Fluttuava per il campo con quel fisico ancora più esile di oggi, una zazzera arancione che gli strusciava in fronte e sulla quale sbuffare, l’incarnato pallido di chi non pare in gran forma, e invece poi aveva energie da vendere per domare ogni match. Assomigliava ad un filo di rame, Jannik Sinner, ma uno di quelli che non puoi spezzare mai. Sembra una vita fa, ma era soltanto il 2017. Bergamo, Challenger Faip – Perrel. Lui di anni ne aveva appena 17 ed occupa il posto numero 546 nell’affollato circuito dei tennisti di professione. Figurarsi cosa può combinare uno così, ridacchia qualcuno prima dell’inizio del torneo.
E invece il piccolo Jannik accompagna ad uno ad uno alla porta tutti i suoi avversari. Salvatore Caruso, Viktor Galovic, Gianluca Quinzi: prego, accomodarsi fuori. La gente comincia a inquadrarlo come la classica scheggia impazzita, ma c’è di più. Quello è il primo vero caveat di Sinner. Da lì inizia a trapelare il campione che cinque anni e mezzo più tardi, precisamente oggi, solleverà il trofeo maschile degli Australian Open, a distanza di quasi mezzo secolo dal suo predecessore italiano.

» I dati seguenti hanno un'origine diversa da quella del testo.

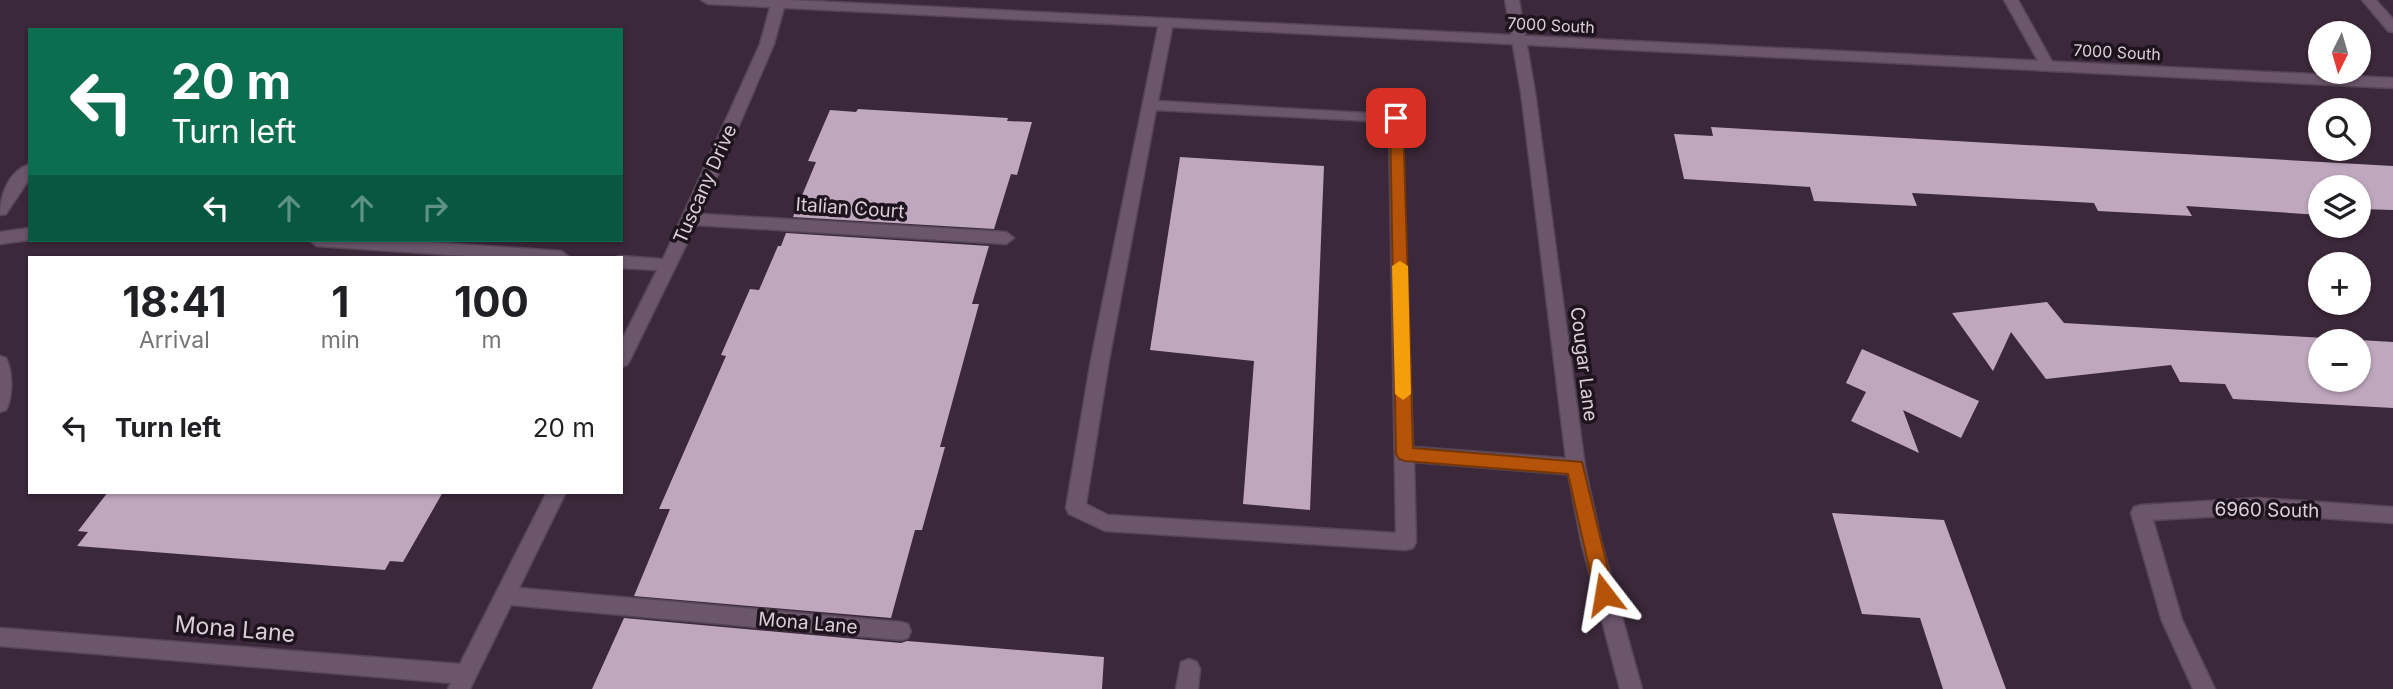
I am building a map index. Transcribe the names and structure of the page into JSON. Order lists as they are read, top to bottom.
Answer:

A Bergamo è una di quelle sere color petrolio gelido. Il 24 febbraio 2019, circa tremila persone sciamano verso il PalaNorda per assistere ai primi vagiti tennistici di questo prodigioso pel di carota. Sul cemento verde, dall’altro lato della rete, si scalda con una certa sicumera Roberto Marcora, l’avversario in finale. Non è strafottente, ma ha tutto il diritto di crederci. Nell’angolo di Sinner ci sono proprio tutti i membri del suo staff. Andrea Volpini, Cristian Brandi e, per la luccicante occasione, anche il regale Riccardo Piatti.
Mamma e papà invece l’hanno seguito fino a lì dalla Val Pusteria. Lei cameriera, lui cuoco. Jannik se la cavava disinvolto anche sugli sci, ma poi ha deciso per il tennis. E loro l’hanno sempre sostenuto. Agevolato nella realizzazione del suo personalissimo sentire. Particolare alquanto dirimente nella formazione del campione che sarà, come lui ha ricordato anche oggi, esausto, dopo il durissimo match contro il russo Danil Medveded.
Quel giorno di cinque anni e mezzo fa, invece, non c’è proprio storia. Jannik addenta la sua prima finale con attitudine glaciale: 6-3/6-0 e buonanotte ai sogni altrui. Chi si trova lì a scrutare quel ragazzino che impartisce fendenti profondi con movenze eleganti, deve intuire qualcosa. Stanno assistento alla bottiglia di pregio che si stappa. Alla gemmazione di un predestinato che viene fuori schiumando incontenibile.
Cinque anni e mezzo passati a scalare il ranking con volontà ferale e classe impertinente, avvicinandosi all’empireo del tennis, sollevando la Davis in gruppo. Fino ad oggi. Dopo aver strapazzato Nole, il vecchio signore feudale del circuito, contro il terribile russo. La sensazione di essere sopraffatto. Quel successo meritato che sembra sfilare via. Fino al riscatto suo e di un popolo intero. Fino a sdraiarsi per terra, sfinito e ansimante, fissando il cielo di Melbourne, con la sensazione di essere sul serio cresciuto in fretta.